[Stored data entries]
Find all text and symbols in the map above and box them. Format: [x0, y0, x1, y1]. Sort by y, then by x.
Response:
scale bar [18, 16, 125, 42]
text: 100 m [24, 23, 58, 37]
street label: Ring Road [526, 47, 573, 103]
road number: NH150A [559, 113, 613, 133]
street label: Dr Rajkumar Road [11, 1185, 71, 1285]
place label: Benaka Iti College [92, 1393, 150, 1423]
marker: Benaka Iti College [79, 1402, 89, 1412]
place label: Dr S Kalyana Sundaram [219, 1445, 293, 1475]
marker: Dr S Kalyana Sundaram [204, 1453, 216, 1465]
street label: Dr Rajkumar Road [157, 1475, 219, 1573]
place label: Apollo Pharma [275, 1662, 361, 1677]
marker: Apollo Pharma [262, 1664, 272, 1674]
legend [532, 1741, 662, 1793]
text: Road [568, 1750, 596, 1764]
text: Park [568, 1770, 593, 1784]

### [Work request]
Repeat every line of the records above exactly.

### [Response below]
Find all text and symbols in the map above and box them. Format: [x0, y0, x1, y1]. Sort by y, then by x.
Response:
scale bar [18, 16, 125, 42]
text: 100 m [24, 23, 58, 37]
street label: Ring Road [526, 47, 573, 103]
road number: NH150A [559, 113, 613, 133]
street label: Dr Rajkumar Road [11, 1185, 71, 1285]
place label: Benaka Iti College [92, 1393, 150, 1423]
marker: Benaka Iti College [79, 1402, 89, 1412]
place label: Dr S Kalyana Sundaram [219, 1445, 293, 1475]
marker: Dr S Kalyana Sundaram [204, 1453, 216, 1465]
street label: Dr Rajkumar Road [157, 1475, 219, 1573]
place label: Apollo Pharma [275, 1662, 361, 1677]
marker: Apollo Pharma [262, 1664, 272, 1674]
legend [532, 1741, 662, 1793]
text: Road [568, 1750, 596, 1764]
text: Park [568, 1770, 593, 1784]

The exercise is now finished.